Uczniowie obrzucili cegłami posterunek policyjny

Uczniowie gimnazjum zdewastowali posterunek policyjny w Dłutowie. Obrzucili go cegłami i kamieniami, celując w ścianę frontową z godłem państwowym, tablicą informacyjną i daszkiem nad wejściem.

Efekt jest jak po ostrzelaniu, gdyż z budynku poodpadały tynki. Tego było za mało młodym wandalom, dlatego zdjęli lampę, wiszącą nad wejściem, i ją potłukli. Uczynili to z zemsty, gdyż mieli na pieńku z miejscowymi policjantami. Ci oszacowali straty na tysiąc zł.

Do zdarzenia doszło we wtorek wieczorem, gdy w budynku posterunku przy ul. Polnej nikogo nie ma. Na co dzień urzęduje w nim kierownik i czterech dzielnicowych. Policja ustaliła, że posterunek zbombardowało troje 16-letnich uczniów: Patryk S., Aneta R. i Adrianna Z. Pocisków im nie brakowało, gdyż w pobliżu znajduje się sterta gruzu. Na miejscu zdarzenia był ich rówieśnik, który przyglądał się, dlatego został przesłuchany jako świadek.

Po obrzuceniu posterunku 16-latkowie udali się do swych domów.

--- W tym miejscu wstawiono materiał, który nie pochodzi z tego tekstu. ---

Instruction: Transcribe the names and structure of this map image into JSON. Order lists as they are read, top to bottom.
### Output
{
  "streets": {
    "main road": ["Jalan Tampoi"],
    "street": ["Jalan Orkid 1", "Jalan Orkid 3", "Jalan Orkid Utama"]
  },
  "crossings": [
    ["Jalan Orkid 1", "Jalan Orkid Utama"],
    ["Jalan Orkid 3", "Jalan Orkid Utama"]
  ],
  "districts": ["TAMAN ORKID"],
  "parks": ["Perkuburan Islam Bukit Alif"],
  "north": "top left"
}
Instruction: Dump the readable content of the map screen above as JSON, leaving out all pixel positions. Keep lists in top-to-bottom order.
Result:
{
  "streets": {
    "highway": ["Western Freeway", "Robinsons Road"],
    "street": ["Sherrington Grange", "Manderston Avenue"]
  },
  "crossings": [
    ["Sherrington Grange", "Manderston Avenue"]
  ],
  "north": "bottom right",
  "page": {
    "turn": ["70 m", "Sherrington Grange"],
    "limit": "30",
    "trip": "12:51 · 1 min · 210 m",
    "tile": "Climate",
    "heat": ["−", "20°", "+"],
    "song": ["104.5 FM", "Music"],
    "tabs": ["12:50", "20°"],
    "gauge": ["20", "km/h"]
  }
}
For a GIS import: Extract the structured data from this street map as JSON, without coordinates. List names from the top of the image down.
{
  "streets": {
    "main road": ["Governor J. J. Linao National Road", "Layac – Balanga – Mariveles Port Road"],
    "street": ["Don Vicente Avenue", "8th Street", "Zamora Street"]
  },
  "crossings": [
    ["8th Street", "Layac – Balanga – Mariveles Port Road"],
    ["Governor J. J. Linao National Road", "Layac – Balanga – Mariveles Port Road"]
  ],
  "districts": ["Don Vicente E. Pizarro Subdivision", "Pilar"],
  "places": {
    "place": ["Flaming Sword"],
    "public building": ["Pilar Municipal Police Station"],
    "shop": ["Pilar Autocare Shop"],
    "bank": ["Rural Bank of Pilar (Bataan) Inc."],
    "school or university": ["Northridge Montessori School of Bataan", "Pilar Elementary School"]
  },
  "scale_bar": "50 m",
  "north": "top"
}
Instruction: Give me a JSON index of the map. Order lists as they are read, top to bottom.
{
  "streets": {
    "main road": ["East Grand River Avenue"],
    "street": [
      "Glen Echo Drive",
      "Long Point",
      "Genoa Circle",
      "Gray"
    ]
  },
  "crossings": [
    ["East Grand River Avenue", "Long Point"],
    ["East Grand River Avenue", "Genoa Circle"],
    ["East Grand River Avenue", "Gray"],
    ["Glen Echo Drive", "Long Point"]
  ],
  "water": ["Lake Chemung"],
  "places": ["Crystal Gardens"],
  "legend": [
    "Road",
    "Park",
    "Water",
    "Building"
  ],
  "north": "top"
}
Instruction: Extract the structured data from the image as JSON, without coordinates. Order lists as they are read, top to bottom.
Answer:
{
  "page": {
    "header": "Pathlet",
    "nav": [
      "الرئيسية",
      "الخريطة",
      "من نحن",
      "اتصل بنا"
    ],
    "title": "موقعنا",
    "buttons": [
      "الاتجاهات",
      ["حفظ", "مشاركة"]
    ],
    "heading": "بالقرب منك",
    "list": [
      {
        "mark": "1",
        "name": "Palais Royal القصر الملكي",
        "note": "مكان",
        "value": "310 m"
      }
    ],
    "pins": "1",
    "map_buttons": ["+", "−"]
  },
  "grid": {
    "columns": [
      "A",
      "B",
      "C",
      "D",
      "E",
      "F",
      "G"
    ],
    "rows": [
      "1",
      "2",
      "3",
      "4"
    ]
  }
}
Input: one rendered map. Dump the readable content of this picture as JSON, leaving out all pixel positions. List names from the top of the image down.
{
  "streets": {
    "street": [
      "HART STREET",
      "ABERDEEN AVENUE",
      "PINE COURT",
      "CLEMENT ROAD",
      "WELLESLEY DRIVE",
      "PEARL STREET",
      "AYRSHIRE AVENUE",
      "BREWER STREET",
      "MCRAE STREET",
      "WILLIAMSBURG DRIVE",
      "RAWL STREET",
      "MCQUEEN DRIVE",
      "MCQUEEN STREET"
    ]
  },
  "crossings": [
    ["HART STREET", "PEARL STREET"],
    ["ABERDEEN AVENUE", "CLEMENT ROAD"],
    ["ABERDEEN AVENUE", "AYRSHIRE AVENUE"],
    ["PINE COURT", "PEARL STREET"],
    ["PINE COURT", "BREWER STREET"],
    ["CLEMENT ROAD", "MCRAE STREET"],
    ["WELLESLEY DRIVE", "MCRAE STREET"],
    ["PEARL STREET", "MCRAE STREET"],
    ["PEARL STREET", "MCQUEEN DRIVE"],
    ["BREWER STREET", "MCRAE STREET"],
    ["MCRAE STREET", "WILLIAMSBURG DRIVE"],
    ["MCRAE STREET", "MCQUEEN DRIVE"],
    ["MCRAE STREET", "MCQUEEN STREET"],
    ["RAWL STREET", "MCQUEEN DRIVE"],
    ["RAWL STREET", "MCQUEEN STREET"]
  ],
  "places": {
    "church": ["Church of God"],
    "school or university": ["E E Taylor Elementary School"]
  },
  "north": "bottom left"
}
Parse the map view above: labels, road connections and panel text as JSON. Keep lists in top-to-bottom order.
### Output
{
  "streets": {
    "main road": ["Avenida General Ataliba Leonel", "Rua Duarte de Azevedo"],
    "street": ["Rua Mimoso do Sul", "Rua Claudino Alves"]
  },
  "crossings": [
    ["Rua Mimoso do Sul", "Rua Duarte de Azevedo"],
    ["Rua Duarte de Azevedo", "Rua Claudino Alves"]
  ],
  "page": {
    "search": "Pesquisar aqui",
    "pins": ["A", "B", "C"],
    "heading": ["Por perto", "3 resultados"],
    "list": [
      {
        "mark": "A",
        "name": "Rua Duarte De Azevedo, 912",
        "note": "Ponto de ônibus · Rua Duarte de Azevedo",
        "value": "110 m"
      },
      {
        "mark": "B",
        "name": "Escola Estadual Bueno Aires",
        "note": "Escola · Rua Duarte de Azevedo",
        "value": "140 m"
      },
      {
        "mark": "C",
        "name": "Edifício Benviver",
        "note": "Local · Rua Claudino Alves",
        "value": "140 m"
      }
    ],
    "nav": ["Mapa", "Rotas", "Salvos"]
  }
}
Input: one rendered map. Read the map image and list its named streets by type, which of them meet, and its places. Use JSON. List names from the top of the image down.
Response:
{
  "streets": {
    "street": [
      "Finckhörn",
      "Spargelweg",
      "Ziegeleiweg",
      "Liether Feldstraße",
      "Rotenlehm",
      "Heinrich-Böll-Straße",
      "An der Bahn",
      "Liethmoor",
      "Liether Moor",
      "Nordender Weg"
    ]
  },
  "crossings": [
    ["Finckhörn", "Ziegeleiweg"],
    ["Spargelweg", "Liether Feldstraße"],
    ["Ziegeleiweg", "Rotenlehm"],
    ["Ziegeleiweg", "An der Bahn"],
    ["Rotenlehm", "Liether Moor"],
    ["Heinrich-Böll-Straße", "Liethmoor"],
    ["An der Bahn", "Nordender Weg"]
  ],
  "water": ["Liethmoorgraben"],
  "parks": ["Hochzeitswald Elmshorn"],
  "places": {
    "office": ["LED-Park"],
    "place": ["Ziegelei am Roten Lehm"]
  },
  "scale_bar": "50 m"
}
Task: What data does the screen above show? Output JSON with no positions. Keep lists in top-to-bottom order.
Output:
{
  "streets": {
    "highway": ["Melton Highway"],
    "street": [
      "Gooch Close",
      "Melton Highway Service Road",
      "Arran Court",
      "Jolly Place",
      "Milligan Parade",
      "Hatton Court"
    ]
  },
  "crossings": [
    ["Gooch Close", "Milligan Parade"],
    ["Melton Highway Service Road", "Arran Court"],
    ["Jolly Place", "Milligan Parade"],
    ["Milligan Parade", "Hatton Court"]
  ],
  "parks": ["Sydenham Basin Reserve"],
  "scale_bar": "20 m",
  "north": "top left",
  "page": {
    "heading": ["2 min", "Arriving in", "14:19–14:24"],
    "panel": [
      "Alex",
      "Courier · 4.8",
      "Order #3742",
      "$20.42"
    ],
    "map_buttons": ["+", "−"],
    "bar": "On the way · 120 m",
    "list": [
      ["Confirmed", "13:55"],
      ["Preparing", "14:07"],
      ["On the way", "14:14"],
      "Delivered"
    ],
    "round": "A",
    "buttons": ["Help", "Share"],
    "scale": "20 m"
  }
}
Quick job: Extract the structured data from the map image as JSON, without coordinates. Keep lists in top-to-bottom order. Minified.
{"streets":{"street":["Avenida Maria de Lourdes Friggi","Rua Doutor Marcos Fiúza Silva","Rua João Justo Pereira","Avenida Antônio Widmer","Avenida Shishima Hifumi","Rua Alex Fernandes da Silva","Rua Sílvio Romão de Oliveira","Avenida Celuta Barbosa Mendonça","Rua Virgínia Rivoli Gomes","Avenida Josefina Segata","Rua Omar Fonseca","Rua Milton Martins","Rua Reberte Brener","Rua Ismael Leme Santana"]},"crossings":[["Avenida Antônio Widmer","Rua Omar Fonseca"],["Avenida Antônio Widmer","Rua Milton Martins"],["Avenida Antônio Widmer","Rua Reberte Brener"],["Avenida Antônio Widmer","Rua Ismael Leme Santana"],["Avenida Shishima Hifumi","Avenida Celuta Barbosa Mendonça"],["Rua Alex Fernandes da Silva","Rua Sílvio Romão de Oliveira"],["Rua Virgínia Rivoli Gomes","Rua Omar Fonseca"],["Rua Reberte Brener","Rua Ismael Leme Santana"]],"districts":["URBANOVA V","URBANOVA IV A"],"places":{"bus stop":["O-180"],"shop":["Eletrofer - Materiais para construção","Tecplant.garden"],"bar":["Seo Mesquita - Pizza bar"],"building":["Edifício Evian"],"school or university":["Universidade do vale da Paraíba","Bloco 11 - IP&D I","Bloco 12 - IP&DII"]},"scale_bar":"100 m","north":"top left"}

Gdy nazajutrz kierownik placówki przyszedł do pracy i zobaczył zdewastowany budynek, wszczęto dochodzenie, które zaprowadziło policjantów do uczniów gimnazjum.

- Swego czynu dokonali z zemsty - wyjaśnia młodszy aspirant Joanna Szczęsna z Komendy Powiatowej Policji w Pabianicach. - Okazało się, że ujęci uczniowie mają za sobą czyny chuligańskie. Dlatego byli przez policjantów zatrzymywani i legitymowani. Postanowili więc dokonać zemsty.

Nauczyciele szkoły są wstrząśnięci.

- Jestem zaskoczona, gdyż to pierwszy taki wybryk chuligański w wykonaniu tych uczniów - zaznacza Joanna Malinowska, dyrektor gimnazjum w Dłutowie. - Pod względem nauki nie są orłami, ale nie należą też do najgorszych uczniów. Do tej pory nie było z nimi kłopotów. Podczas zdarzenia byli trzeźwi. Nie wiadomo, co w nich wstąpiło. Wyrazili skruchę i obiecali poprawę. Zapewnili, że taka historia nigdy się nie powtórzy.

Obwinieni chodzą do tej samej klasy trzeciej. Policja nie wyklucza, że wyremontuje posterunek i poczeka na wyrok sądu, licząc na to, że rodzice uczniów zostaną skazani na pokrycie kosztów odnowienia budynku.

Pani dyrektor nie wie jeszcze, jak ukarze uczniów. Na pewno nie wyrzuci ich z gimnazjum, bo wtedy musiałaby znaleźć dla nich nową szkołę. Decyzję podejmie razem z radą pedagogiczną. Najpewniej uczniowie będą mieli obniżoną ocenę ze sprawowania, co - jak uważa Joanna Malinowska - będzie dla nich dotkliwą karą.